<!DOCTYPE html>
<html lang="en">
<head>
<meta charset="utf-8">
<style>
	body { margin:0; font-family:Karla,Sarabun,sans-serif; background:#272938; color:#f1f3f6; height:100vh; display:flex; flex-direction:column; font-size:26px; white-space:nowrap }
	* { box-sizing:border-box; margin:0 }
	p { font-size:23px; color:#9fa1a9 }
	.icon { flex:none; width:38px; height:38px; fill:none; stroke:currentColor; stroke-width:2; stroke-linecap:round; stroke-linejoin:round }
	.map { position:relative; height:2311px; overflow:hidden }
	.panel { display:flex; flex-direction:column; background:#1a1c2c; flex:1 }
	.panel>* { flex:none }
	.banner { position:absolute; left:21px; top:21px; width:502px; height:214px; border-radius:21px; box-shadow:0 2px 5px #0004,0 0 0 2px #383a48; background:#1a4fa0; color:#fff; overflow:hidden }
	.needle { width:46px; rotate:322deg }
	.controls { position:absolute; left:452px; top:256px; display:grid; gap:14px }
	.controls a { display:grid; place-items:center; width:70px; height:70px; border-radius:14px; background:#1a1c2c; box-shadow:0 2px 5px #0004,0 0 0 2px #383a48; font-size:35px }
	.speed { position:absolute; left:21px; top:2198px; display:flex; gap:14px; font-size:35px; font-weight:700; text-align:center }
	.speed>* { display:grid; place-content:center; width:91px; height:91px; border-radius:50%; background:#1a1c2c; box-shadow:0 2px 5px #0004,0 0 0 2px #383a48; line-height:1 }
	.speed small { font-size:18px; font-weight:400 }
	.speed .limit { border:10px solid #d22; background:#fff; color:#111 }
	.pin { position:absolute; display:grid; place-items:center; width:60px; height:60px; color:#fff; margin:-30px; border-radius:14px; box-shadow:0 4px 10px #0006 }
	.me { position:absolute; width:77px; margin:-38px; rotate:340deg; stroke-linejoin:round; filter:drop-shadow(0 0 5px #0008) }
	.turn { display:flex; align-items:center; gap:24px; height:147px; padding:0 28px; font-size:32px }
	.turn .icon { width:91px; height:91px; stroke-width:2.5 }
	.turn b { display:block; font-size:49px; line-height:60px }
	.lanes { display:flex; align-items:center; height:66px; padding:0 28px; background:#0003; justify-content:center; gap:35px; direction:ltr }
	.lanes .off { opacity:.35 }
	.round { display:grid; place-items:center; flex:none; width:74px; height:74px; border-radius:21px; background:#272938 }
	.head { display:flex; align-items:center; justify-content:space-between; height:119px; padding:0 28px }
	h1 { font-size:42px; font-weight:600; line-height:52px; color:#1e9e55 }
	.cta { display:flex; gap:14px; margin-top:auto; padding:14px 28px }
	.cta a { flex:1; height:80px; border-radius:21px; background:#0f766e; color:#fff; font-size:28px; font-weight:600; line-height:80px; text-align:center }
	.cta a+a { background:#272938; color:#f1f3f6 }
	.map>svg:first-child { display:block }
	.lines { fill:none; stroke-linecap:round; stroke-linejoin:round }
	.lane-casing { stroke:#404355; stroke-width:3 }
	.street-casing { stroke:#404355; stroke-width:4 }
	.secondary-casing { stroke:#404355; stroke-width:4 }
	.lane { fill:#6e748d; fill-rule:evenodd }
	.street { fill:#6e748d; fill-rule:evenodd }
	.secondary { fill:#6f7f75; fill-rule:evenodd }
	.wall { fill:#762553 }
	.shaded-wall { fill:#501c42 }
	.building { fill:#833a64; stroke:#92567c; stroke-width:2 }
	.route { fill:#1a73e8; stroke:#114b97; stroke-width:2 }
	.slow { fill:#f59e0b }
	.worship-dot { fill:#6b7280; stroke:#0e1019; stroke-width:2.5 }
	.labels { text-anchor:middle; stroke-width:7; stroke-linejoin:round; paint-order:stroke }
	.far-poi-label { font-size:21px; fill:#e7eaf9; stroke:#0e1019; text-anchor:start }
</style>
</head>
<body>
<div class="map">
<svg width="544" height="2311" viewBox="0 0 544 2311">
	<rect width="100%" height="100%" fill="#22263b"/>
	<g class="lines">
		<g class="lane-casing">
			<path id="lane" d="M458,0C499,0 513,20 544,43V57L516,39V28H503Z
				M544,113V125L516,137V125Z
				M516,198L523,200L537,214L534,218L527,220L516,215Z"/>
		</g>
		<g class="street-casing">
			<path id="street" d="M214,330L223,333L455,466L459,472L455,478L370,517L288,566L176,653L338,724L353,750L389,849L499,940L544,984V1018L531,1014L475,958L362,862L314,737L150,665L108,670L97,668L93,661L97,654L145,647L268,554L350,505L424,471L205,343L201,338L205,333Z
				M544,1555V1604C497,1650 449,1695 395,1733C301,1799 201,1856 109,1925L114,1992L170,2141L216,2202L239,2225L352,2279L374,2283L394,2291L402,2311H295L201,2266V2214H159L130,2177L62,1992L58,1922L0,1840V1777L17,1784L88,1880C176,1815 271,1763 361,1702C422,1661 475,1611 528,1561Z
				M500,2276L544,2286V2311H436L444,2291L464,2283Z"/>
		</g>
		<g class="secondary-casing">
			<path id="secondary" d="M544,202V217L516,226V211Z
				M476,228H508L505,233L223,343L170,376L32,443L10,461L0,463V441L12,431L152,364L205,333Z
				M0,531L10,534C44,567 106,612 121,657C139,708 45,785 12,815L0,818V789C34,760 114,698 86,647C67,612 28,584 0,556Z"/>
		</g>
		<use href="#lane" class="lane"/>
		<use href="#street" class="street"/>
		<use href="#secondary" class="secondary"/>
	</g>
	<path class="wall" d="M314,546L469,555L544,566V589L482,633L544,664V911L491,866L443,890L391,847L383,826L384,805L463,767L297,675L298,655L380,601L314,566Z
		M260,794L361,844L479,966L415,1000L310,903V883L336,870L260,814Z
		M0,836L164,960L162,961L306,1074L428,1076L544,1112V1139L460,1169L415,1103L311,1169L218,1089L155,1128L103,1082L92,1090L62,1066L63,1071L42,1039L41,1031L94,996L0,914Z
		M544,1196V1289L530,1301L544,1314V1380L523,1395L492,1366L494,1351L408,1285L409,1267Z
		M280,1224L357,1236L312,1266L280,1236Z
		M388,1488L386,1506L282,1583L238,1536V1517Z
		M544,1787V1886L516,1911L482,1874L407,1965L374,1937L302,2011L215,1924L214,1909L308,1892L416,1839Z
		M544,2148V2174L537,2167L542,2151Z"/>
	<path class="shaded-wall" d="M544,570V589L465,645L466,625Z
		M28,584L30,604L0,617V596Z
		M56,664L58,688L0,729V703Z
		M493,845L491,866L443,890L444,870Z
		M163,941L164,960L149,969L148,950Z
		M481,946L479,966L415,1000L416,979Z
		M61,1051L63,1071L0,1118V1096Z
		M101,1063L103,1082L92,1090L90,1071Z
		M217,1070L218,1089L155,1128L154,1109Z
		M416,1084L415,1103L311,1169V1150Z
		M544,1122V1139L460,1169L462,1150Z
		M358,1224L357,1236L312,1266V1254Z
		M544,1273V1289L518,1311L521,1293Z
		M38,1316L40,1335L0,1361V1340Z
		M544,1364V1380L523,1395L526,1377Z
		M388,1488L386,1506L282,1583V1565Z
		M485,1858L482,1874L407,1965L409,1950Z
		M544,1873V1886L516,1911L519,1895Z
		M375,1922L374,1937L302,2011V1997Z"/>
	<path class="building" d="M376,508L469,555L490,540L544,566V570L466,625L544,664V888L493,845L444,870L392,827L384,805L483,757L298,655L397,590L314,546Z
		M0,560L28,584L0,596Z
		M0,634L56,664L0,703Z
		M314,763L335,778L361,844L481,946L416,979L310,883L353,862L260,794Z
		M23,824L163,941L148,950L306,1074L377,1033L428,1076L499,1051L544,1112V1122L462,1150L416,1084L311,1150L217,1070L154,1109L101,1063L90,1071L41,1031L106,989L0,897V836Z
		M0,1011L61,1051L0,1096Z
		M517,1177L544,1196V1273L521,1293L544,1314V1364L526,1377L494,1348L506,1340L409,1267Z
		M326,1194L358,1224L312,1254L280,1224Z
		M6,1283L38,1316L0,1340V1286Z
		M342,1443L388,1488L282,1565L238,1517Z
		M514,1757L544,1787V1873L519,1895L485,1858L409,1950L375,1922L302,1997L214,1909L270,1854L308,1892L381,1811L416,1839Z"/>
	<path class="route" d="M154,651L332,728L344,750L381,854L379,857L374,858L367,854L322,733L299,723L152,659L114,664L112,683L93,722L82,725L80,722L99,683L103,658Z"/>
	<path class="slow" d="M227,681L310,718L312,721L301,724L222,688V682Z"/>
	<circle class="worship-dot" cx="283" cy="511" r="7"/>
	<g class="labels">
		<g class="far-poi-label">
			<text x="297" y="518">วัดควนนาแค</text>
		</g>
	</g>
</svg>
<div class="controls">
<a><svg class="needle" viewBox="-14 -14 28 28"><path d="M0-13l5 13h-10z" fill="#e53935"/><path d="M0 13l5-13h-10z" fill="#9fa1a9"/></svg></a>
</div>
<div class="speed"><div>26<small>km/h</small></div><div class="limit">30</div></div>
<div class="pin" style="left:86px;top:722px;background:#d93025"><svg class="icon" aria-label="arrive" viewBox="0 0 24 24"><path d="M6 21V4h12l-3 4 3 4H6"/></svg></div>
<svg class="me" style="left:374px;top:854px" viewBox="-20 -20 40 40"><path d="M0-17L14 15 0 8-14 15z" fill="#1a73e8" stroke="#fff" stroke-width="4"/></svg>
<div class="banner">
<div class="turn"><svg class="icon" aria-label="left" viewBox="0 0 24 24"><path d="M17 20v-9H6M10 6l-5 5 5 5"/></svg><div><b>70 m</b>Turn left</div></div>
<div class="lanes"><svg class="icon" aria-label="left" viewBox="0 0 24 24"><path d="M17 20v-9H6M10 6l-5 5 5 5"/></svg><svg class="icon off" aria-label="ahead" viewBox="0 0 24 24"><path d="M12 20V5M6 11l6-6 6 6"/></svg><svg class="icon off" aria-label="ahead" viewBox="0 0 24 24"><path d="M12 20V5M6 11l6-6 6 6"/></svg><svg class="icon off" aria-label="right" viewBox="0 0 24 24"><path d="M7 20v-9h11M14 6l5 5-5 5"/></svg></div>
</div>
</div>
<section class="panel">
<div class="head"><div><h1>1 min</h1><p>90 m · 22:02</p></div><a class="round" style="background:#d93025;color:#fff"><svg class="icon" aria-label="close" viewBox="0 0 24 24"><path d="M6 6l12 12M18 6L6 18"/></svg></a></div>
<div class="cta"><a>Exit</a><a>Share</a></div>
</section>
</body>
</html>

▶ [TASK OBJECTIVE] Among the entries, work out how many lines include the word "street". Answer with that number only.

▶ [ANSWER FOR THE TASK] 5